Pertarungan 7 Dekade

 


Seorang perepuan berjalan  menuju arah mentari

Ia berjalan tanpa geming pada pesisir pantai selatan sore itu

Tapak kaki nya lemah namun penuh kepastian

Rambutnya panjang sepinggang

Melepaskan diri dari ikatan sanggul masyhurnya

Terurai tertiup angin kesana kemari tak berarah

Matanya kosong tapi tajam mengintimidasi buih lautan

 

Pada pasir yang ia lewati meninggalkan luka

Menjadikannya bekas tanpa pernah mau sembuh disembuhkan

Kemudian ditiap partikel angin ia membisiskan jantur

Tanpa ia ketahui residunya mengkristal dan baka

Disebarluaskannnya berita itu pada udara yang kemudian naik menuju awan

Yang menjadikannya rerintik hujan nian badai

 

Jantur perempuan itu luar biasa bukan kepalang

Hingga ketika burung gagak melewatinya

Jatuh seketika melarihan ruh tanpa nego pada jasad

Tapi ia tidak peduli pada apa yang terjadi pula beberapa lama ia berjalan menitih penantian

 

Yang ia genggam dan agungkan hanya

 

“keyakinan seorang perempuan dan hamba pada Tuhannya atas nama Kinasih tak pernah main-main”

 

Pada luka yang puncak  ia harap ada badai hrbat yang membuatnya punya alasan untuk mati

Atau bahkan keinginan untuk dikawini air laut

Tergulung lalu menjadikannya tiada

 

Namun percayalah, bukankah badai di pantai selatan itu hampir tiap minggu?

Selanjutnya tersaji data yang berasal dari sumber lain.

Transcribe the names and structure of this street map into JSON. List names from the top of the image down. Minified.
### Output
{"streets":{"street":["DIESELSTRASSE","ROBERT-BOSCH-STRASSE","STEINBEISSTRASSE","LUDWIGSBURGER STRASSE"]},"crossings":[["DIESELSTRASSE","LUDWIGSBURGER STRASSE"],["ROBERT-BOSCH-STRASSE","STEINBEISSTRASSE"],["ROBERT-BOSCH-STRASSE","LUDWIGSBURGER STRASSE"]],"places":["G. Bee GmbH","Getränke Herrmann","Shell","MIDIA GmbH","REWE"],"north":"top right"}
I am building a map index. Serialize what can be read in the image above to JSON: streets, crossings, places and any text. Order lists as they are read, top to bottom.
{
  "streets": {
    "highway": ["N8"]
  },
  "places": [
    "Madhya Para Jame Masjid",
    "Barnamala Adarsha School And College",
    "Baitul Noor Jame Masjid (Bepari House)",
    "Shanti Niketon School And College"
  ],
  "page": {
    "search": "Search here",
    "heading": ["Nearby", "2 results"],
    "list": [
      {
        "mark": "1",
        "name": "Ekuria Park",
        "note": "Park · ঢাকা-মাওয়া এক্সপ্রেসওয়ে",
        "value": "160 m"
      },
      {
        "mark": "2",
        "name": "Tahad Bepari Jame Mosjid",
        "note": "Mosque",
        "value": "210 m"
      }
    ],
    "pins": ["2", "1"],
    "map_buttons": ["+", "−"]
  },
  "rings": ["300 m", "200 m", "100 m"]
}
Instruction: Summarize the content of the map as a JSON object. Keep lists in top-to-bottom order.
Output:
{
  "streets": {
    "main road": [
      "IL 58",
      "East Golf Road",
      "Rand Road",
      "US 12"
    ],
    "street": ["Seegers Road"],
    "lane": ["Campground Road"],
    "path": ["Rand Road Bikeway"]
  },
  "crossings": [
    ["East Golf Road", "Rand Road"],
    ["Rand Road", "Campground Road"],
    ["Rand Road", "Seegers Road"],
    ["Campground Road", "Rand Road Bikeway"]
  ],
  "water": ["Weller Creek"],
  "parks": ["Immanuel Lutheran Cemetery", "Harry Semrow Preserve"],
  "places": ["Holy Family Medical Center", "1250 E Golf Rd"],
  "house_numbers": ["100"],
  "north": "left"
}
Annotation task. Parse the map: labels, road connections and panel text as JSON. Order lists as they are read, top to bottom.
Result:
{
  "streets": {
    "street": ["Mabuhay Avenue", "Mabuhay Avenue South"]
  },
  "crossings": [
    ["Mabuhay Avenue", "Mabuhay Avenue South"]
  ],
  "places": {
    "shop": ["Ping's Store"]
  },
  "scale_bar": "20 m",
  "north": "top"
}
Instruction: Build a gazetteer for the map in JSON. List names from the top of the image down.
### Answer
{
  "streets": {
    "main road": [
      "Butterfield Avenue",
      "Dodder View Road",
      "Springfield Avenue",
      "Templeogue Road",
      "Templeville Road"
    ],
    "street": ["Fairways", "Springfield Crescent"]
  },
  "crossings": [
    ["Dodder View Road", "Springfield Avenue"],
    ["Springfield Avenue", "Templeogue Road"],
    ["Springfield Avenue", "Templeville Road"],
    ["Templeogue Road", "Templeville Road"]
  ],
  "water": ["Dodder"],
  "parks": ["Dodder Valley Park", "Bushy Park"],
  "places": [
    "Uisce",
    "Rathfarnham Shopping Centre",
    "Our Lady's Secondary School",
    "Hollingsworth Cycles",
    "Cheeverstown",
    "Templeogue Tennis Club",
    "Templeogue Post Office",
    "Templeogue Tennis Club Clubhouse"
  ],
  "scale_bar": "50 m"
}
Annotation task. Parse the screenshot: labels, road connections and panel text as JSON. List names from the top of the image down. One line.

Bahkan  laut pantai selatan akan  selalu meminangb hati yang hilang meski tanpa permintaan

 

Bahkan duniapun murka ketika perempuan mengalun dengan luka

Lalu kemurkaan semesta sebelah mana yang mampu menyentuh perempuan  ketika titik yakinnya telah mesra pada Dzat-Nya

 

Perempuan itu masih berjalan

Tanpa lenggok tanpa lambai

Dadanya penuh bekas ledakan chernobyll

Kepalanya penuh sisa tembakan

 

Berjalan menuju timur

Kearah timur mengacuhkan diorama oleh nyiur

Tak ada yang mengerti awal mula kisahnya

Namun perjalanannya melegenda

 

Bahkan langit pun berkabung atasnya

Desir ombak tak sampai hati

Hingga ingin menelannya bulat bulat

Namun perempuan tetap perempuan

Yang kakinya kecil mengakar hingga nirwana

 

Tuntas ia pada penghujung pasir

Hingga pada bibir tebing ia meraung raung

Menangis hingga ke relung, namun tak sedikitpun air matanya jatuh

Karena demi kesaksiannya pada bumi dan langit

Cintanya tak pernah mengizinkan tangis

Namun menanam perih hingga berdarah seluruh rongga-rongganya

 

Sesaat sesampainya ia pada tatap mata terik

Perempuan itu menyalak , mengaku hamba daripada lelaku rampak

Perempuan itu memaki, mengapa dan kenapa

Harus begitukah debur ombak berkidung

Lalu ia meminta dilarung, di kedalaman paling mengerikan 

 

Perempuan itu tiba disebuah tepi laguna

Duduk bersimpuh diatas sebuanh bangkai kayu

Menggantungkan kaki penuh lukanya

Lalu menangis setangis tangisnya, menangis sejadi jadinya

 

Menagis hingga air matanya mengering

Menangis hingga menjadi tawa

Berteriak hingga tak bersuara

Hingga seolah olah bulan jatuh pada sorot matanya

Bibir yang begitu ranum membungkam rapat

Hingga tuah tuah melancar daripadanya

 

“terkutuk kau yang tidak menhadiahiku temu, semoga kau lebih rindu daripada aku!”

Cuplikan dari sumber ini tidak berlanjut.